◆ Exercise brief ◆
Among the lines of this listing, count those that include "lineWidth" and state the count by itself.
### Provided records
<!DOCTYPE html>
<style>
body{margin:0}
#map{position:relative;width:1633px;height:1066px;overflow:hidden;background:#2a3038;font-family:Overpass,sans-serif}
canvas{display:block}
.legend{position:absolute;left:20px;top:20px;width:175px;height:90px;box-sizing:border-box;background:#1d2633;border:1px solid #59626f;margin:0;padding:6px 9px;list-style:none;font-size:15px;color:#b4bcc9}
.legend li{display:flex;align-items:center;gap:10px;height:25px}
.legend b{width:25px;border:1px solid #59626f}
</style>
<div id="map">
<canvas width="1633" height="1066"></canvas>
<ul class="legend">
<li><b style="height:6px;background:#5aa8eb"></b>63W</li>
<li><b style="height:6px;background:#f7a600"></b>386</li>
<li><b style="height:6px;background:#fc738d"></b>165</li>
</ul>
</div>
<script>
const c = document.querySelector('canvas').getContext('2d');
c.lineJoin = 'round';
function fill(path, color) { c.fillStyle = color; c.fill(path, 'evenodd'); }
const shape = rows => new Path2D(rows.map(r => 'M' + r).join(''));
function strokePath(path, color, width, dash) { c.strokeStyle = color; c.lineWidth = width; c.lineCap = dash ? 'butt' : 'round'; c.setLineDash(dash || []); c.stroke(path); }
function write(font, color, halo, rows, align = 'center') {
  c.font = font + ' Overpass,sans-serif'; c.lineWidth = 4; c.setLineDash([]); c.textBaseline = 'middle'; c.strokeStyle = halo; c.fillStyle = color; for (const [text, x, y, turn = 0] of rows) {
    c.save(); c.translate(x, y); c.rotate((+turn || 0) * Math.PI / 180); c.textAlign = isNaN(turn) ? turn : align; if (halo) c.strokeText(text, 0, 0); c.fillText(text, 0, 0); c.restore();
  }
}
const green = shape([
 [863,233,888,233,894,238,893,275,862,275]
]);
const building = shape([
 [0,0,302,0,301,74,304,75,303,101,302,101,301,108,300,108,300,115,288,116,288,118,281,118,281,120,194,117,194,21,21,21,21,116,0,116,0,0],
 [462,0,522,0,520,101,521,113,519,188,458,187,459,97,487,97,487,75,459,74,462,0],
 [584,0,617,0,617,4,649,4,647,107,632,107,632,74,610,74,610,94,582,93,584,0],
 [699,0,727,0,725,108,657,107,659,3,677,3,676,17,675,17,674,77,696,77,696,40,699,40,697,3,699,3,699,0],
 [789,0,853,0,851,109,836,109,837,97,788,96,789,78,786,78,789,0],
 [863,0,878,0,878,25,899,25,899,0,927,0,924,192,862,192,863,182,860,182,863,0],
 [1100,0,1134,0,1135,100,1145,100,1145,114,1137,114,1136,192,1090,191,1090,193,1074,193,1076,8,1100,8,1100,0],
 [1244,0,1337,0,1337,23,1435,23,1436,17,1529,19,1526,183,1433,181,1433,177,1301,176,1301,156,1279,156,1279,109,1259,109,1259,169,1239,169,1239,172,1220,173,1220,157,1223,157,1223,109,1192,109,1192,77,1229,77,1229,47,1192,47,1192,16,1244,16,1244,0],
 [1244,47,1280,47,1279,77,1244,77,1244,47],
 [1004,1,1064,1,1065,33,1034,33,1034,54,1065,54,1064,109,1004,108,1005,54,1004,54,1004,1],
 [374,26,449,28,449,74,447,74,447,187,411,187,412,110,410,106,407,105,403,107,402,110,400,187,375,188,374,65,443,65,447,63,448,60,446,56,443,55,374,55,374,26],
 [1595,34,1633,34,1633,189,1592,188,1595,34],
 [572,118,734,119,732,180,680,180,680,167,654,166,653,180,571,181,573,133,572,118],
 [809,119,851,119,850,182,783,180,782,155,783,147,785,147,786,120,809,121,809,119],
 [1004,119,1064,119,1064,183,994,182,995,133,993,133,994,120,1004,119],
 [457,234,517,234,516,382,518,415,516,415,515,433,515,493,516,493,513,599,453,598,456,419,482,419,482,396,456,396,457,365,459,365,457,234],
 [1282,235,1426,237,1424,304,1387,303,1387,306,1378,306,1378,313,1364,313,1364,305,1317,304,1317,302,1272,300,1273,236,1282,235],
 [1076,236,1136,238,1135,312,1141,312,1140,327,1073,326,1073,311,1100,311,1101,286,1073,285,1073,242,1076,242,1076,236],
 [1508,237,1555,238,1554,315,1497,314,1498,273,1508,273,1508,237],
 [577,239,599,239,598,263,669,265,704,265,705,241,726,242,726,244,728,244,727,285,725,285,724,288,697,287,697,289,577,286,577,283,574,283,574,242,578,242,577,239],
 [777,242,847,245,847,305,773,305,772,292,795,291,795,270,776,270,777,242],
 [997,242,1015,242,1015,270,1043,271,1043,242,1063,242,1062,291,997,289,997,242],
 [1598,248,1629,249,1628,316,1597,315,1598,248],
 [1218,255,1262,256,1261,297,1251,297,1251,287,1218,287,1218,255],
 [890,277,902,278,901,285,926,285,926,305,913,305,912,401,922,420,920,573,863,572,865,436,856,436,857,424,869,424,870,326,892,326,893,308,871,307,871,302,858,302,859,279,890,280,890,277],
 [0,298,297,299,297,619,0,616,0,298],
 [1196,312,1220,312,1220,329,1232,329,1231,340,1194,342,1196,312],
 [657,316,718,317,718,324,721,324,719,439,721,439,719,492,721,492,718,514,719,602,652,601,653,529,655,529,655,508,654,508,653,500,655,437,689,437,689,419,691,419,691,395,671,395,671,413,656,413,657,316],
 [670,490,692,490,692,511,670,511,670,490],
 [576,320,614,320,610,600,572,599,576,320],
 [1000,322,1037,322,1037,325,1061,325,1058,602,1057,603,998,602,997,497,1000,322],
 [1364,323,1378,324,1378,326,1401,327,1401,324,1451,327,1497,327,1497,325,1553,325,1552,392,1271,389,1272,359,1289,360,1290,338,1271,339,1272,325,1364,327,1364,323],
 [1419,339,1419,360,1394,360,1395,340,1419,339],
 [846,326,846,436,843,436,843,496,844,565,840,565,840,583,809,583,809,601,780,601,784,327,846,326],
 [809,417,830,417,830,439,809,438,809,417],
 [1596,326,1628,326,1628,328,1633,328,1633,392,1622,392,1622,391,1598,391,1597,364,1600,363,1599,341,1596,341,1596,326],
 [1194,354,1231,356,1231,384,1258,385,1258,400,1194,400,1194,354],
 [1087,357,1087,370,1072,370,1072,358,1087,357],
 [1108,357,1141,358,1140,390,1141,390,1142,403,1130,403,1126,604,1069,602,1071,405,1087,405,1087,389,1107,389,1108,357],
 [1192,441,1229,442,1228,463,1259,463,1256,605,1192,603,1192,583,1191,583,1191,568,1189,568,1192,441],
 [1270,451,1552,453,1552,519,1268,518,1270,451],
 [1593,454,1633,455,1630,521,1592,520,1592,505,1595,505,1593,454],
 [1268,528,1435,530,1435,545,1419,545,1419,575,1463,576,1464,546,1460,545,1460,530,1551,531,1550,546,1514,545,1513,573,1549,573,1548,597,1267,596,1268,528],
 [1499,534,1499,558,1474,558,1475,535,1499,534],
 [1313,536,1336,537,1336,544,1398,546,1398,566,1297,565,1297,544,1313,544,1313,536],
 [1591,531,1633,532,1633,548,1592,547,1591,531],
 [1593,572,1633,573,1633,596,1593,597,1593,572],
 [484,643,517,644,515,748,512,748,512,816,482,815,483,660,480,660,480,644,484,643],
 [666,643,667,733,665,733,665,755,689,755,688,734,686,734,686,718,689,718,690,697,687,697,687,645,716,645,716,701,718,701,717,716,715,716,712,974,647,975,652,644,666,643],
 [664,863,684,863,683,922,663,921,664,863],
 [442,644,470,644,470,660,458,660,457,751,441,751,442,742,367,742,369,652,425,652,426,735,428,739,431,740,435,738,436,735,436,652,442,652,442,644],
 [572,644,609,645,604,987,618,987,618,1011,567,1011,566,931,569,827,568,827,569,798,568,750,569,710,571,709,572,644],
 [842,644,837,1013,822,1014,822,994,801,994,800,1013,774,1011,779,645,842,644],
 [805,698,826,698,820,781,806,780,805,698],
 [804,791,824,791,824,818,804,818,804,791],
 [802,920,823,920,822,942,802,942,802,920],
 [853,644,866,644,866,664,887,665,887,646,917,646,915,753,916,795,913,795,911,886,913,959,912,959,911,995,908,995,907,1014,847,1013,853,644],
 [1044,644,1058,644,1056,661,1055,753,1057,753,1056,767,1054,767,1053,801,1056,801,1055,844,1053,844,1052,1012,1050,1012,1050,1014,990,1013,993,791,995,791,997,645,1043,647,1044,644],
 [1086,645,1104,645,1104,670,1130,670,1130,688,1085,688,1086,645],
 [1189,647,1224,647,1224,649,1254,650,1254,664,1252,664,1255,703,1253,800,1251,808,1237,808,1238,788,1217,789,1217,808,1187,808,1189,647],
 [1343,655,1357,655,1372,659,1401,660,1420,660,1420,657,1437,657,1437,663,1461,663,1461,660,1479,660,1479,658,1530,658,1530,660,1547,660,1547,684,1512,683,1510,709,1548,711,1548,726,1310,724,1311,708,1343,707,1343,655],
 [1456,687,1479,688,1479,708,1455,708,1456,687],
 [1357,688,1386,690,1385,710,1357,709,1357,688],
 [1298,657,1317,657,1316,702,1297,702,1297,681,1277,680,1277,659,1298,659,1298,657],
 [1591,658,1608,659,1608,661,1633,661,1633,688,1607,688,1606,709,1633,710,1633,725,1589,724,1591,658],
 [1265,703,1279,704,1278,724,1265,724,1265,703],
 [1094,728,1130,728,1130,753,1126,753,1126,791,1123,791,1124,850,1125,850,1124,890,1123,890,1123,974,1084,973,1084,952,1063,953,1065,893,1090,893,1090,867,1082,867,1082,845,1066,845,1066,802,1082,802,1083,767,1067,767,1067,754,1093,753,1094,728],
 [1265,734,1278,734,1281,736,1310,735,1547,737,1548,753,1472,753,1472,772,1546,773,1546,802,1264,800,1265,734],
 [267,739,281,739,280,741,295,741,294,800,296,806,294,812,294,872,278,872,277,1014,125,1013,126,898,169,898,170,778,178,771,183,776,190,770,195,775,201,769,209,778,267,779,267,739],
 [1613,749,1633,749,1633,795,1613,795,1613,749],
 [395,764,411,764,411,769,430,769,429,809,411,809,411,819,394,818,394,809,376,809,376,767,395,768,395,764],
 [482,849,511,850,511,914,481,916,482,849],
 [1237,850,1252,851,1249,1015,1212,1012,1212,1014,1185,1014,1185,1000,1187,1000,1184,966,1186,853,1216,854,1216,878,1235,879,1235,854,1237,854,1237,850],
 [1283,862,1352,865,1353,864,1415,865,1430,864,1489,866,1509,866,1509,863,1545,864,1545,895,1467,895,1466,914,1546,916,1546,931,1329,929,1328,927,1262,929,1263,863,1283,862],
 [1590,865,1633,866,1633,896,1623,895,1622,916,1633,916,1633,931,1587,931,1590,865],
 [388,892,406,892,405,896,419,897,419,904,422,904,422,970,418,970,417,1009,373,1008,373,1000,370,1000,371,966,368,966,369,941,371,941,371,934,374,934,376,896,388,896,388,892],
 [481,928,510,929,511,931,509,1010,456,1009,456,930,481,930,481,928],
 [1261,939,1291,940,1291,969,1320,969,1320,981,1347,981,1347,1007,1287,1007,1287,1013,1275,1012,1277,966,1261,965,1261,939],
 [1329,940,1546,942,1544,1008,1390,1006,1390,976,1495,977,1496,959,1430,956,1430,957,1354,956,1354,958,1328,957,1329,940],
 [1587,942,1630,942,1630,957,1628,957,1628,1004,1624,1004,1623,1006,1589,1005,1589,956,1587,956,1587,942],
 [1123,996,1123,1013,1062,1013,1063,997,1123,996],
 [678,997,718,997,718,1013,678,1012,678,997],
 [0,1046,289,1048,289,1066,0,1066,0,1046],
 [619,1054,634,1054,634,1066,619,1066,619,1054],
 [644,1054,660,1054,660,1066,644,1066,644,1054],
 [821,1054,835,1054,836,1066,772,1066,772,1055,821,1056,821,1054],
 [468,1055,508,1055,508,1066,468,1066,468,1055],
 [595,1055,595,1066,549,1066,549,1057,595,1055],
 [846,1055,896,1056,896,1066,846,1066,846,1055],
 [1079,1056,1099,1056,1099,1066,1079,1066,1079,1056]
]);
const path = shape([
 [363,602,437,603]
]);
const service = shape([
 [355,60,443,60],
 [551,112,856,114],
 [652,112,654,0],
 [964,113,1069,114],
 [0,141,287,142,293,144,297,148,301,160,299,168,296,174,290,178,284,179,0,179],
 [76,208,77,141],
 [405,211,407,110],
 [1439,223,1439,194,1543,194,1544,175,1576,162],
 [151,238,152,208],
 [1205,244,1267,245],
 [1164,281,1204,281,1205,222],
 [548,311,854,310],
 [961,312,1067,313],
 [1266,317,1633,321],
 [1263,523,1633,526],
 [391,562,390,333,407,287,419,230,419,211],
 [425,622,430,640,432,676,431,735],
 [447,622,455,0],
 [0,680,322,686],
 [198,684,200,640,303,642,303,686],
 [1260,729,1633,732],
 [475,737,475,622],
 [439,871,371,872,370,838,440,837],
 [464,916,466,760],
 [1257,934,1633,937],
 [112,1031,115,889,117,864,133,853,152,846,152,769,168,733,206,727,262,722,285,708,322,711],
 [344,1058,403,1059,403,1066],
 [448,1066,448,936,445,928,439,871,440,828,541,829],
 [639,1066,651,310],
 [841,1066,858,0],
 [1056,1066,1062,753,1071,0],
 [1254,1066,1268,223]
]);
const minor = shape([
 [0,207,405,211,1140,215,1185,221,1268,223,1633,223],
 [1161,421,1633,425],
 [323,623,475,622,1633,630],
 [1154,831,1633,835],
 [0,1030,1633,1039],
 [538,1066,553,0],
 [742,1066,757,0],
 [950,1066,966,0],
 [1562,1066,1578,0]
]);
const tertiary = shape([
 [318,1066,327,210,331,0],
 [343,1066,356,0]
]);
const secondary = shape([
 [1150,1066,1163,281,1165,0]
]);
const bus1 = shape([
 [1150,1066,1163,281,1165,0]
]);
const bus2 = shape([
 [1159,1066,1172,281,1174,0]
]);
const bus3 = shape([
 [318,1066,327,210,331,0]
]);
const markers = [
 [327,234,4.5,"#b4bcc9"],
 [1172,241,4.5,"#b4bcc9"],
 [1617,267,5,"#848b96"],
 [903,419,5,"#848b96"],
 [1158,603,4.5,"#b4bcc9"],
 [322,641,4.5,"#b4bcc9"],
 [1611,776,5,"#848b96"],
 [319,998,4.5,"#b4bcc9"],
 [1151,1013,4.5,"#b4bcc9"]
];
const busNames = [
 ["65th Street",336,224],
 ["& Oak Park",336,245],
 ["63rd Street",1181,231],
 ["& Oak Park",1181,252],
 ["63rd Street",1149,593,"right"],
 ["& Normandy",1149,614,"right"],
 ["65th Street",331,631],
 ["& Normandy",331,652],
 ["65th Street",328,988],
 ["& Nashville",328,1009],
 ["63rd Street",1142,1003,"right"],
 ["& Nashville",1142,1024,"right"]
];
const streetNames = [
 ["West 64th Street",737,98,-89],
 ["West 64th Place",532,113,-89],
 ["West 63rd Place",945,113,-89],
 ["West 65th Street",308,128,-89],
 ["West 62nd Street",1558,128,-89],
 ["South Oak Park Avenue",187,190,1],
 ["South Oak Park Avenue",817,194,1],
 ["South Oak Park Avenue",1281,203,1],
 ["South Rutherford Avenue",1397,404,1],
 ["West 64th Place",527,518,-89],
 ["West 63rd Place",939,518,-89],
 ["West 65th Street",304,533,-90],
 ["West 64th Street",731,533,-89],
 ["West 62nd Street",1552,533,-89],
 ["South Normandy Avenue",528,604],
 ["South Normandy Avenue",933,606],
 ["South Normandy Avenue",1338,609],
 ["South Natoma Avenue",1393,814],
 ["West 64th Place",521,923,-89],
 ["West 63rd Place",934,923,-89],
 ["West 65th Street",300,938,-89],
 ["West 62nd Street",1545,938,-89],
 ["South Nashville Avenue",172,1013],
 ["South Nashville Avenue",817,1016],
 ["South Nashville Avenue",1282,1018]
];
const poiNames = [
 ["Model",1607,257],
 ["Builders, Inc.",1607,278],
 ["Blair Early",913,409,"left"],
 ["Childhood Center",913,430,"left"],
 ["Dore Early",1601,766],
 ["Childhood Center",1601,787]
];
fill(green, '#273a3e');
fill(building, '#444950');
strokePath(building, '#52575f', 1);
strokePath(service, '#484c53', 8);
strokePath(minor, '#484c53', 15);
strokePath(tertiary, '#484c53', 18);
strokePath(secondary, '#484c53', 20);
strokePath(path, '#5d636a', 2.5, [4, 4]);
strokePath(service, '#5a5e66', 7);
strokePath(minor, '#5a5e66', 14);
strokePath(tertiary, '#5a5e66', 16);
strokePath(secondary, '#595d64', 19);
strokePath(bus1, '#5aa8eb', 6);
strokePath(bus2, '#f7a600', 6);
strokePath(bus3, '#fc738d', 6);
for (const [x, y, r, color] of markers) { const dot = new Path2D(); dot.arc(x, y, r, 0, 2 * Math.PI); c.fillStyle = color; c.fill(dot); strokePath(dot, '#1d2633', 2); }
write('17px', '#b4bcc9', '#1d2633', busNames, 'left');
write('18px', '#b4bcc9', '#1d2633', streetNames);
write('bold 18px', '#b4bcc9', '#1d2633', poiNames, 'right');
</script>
######
◆ Response area ◆
2